DIRECTIONS FOR THIS TASK: Lines containing the word "shadow" are to be copied from the data below.

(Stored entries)
<<<<

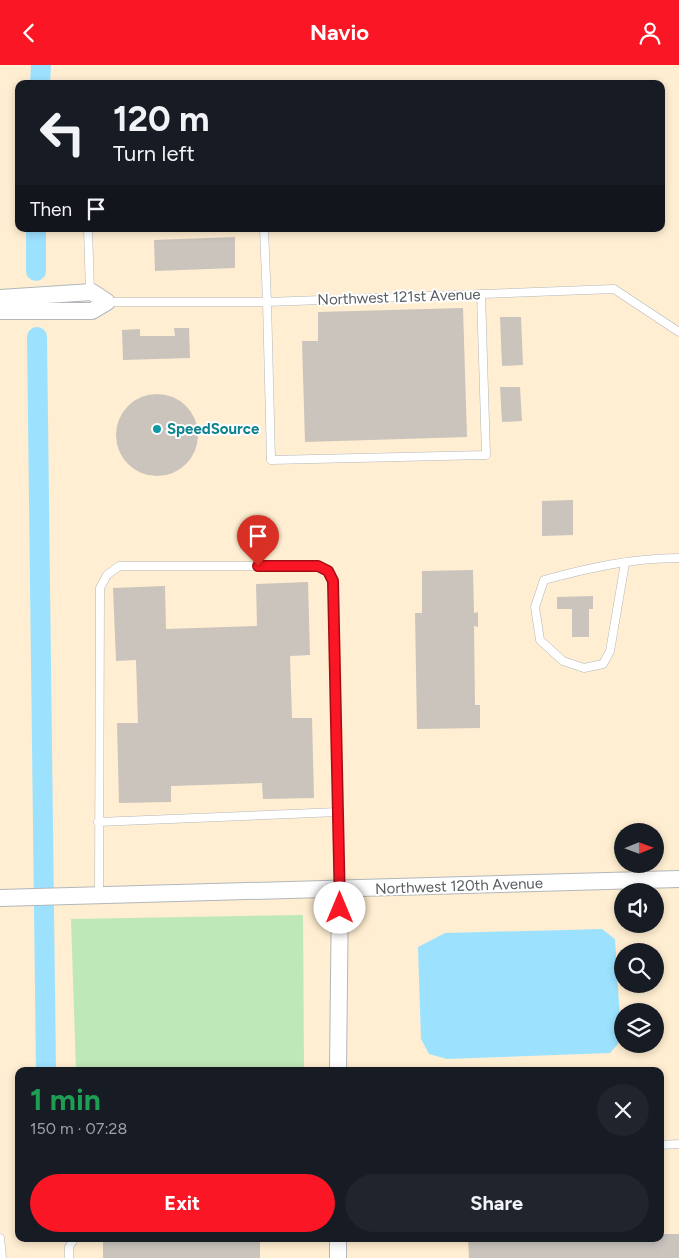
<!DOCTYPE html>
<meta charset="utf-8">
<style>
:root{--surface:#171b24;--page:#20242c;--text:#f1f3f6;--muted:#9ea1a6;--accent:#fa1624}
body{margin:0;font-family:Figtree,sans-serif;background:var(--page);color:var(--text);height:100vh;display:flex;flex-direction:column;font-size:19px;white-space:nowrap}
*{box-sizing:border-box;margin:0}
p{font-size:16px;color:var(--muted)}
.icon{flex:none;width:28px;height:28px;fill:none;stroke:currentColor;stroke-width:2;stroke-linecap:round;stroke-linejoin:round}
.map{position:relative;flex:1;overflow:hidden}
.details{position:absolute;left:15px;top:1002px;width:649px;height:175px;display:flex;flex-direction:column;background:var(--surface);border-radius:10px;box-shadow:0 2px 8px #0003}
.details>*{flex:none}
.guide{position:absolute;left:15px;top:15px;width:650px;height:152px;border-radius:10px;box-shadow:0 2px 8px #0003;background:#171b24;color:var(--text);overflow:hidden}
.needle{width:32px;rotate:89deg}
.buttons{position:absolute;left:614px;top:758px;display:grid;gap:10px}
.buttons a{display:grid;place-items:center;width:50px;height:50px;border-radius:50%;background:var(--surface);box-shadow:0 2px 8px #0003;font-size:25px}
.pin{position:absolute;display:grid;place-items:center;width:42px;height:42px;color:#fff;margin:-51px -21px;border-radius:50% 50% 50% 0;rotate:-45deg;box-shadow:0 0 5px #0007}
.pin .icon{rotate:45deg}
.me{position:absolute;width:55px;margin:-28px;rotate:0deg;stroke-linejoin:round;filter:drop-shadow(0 0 4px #0008)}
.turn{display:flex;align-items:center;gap:18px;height:105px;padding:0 15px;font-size:22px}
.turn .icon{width:65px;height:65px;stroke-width:2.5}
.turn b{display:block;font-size:35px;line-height:42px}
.then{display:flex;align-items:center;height:48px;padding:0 15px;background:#0003;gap:10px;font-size:19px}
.round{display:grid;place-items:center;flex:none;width:52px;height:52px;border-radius:26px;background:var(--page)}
.overview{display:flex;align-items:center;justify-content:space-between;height:85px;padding:0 15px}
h1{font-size:30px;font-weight:700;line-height:38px;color:#1e9e55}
.action{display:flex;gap:10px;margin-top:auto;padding:10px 15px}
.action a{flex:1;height:58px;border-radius:30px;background:var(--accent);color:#fff;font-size:20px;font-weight:700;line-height:58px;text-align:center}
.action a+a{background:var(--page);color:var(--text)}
header{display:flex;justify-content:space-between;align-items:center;height:65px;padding:0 15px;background:var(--accent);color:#fff;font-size:22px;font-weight:700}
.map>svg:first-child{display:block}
.commercial{fill:#ffeed1;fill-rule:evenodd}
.green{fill:#bee8b7}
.water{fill:#9ce2ff}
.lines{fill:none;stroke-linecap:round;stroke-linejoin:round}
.canal{stroke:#9ce2ff;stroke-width:20}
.building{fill:#cac4bd}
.lane-casing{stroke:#b2b7bb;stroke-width:9}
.street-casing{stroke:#b2b7bb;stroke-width:18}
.lane{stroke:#fff;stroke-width:8}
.street{stroke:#fff;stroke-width:16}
.route-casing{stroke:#a20e17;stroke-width:12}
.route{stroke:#fa1624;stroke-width:9}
.culture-dot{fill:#0f9aa8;stroke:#fff;stroke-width:2}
.labels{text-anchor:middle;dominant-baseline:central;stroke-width:4;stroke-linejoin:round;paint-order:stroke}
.street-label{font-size:15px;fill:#575d61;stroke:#fff}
.culture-label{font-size:15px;font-weight:bold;fill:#0d838f;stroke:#fff;text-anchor:start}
</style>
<header><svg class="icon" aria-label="back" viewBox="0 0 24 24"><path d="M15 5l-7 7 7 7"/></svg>Navio<svg class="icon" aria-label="person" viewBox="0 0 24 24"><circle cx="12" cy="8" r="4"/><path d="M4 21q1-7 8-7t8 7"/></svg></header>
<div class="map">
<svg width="679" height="1193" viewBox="0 0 679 1193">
<rect width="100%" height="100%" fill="#ede7de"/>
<path class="commercial" d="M 0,0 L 679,0 L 679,1193 L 0,1193 ZM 19,19 L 661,19 L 661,164 L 19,164 ZM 622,766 L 655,766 L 655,799 L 622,799 ZM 622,826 L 655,826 L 655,859 L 622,859 ZM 622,886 L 655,886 L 655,919 L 622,919 ZM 622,946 L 655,946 L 655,979 L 622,979 ZM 19,1006 L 660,1006 L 660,1174 L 19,1174 Z"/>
<path class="green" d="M 303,850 L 304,1006 L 76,1006 L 71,854 Z"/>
<path class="water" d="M 602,864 L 615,874 L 620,955 L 618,979 L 610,988 L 447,994 L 429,989 L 421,974 L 418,882 L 445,868 Z"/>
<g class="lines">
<path class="canal" d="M 40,19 L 41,0
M 36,164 L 36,206
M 37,272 L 46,1006"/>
</g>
<path class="building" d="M 235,172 L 235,203 L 155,206 L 154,175 Z
M 463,243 L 467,372 L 305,377 L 302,276 L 318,276 L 318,247 Z
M 500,252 L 521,252 L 523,300 L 502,301 Z
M 174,263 L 189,263 L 190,293 L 123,295 L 122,265 L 140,264 L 140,271 L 175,271 Z
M 500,322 L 520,322 L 522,356 L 502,357 Z
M116 370a41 41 0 1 1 82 0a41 41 0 1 1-82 0Z
M 573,435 L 573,470 L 542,471 L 542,436 Z
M 473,505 L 474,548 L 478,547 L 478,562 L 474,561 L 475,640 L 480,640 L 480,663 L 417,664 L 415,548 L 422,548 L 422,506 Z
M 308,517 L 310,590 L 290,591 L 292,653 L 312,653 L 314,733 L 263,734 L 262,718 L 171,721 L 171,737 L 119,738 L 117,658 L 138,658 L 136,595 L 116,596 L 113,523 L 165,521 L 166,564 L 257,561 L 256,519 Z
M 593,531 L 593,544 L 589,544 L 589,572 L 572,572 L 572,544 L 557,544 L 557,532 Z
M 660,1169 L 679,1169 L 679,1193 L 469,1193 L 468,1174 L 660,1174 Z
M 103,1176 L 260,1176 L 260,1193 L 103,1193 Z"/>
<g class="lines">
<g class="lane-casing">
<path id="lane" d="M 88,164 L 90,227
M 264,164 L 267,237 L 271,395 L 486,390 L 481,229
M 107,237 L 267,237 L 614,224 L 679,267
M 625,498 L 610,586 L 603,599 L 584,603 L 563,596 L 540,575 L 535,542 L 544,515 C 588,503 633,493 679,493
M 98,757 L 338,747
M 99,830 L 100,523 L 107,510 L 119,501 L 318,501 L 328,507 L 333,516 L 340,824
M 660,1080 L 679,1079
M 0,1173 L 2,1193
M 69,1193 L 69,1182 L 74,1174"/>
</g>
<g class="street-casing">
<path id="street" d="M 0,233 L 92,227 L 107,237 L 92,246 L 0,246
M 0,833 L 679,814
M 338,1006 L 340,824
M 338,1174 L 338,1193"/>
</g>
<use href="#lane" class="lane"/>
<use href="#street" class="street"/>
</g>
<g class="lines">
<g class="route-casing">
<path id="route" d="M 258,501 L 318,501 L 328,506 L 333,516 L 340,843"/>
</g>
<use href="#route" class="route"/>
</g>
<circle class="culture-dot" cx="157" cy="364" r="5"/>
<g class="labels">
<g class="street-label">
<text transform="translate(399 232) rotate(-2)">Northwest 121st Avenue</text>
<text transform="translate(459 821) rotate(-2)">Northwest 120th Avenue</text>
</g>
<g class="culture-label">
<text x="167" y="364">SpeedSource</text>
</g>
</g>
</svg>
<div class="buttons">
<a><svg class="needle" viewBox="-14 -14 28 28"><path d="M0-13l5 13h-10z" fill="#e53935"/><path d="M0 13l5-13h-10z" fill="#9ea1a6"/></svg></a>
<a><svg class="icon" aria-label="sound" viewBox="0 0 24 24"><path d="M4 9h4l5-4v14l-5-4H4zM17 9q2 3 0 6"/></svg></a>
<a><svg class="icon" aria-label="search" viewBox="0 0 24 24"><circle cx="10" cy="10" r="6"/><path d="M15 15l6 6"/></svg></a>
<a><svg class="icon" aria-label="layers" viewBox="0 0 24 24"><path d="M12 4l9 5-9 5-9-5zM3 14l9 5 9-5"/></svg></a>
</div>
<div class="pin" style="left:258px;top:501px;background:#d93025"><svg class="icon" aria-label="arrive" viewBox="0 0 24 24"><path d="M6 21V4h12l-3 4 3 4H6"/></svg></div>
<svg class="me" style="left:340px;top:843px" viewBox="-20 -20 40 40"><circle r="19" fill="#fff"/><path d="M0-13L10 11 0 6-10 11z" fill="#fa1624"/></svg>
<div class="guide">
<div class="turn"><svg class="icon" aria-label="left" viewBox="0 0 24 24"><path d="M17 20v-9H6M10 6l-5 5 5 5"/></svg><div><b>120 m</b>Turn left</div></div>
<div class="then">Then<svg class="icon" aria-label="arrive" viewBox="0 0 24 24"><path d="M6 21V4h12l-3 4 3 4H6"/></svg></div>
</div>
<section class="details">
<div class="overview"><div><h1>1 min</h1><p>150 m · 07:28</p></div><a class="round"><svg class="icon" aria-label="close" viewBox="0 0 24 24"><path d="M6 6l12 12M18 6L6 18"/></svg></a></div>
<div class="action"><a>Exit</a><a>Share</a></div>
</section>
</div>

>>>>

SOLUTION BELOW:
.details{position:absolute;left:15px;top:1002px;width:649px;height:175px;display:flex;flex-direction:column;background:var(--surface);border-radius:10px;box-shadow:0 2px 8px #0003}
.guide{position:absolute;left:15px;top:15px;width:650px;height:152px;border-radius:10px;box-shadow:0 2px 8px #0003;background:#171b24;color:var(--text);overflow:hidden}
.buttons a{display:grid;place-items:center;width:50px;height:50px;border-radius:50%;background:var(--surface);box-shadow:0 2px 8px #0003;font-size:25px}
.pin{position:absolute;display:grid;place-items:center;width:42px;height:42px;color:#fff;margin:-51px -21px;border-radius:50% 50% 50% 0;rotate:-45deg;box-shadow:0 0 5px #0007}
.me{position:absolute;width:55px;margin:-28px;rotate:0deg;stroke-linejoin:round;filter:drop-shadow(0 0 4px #0008)}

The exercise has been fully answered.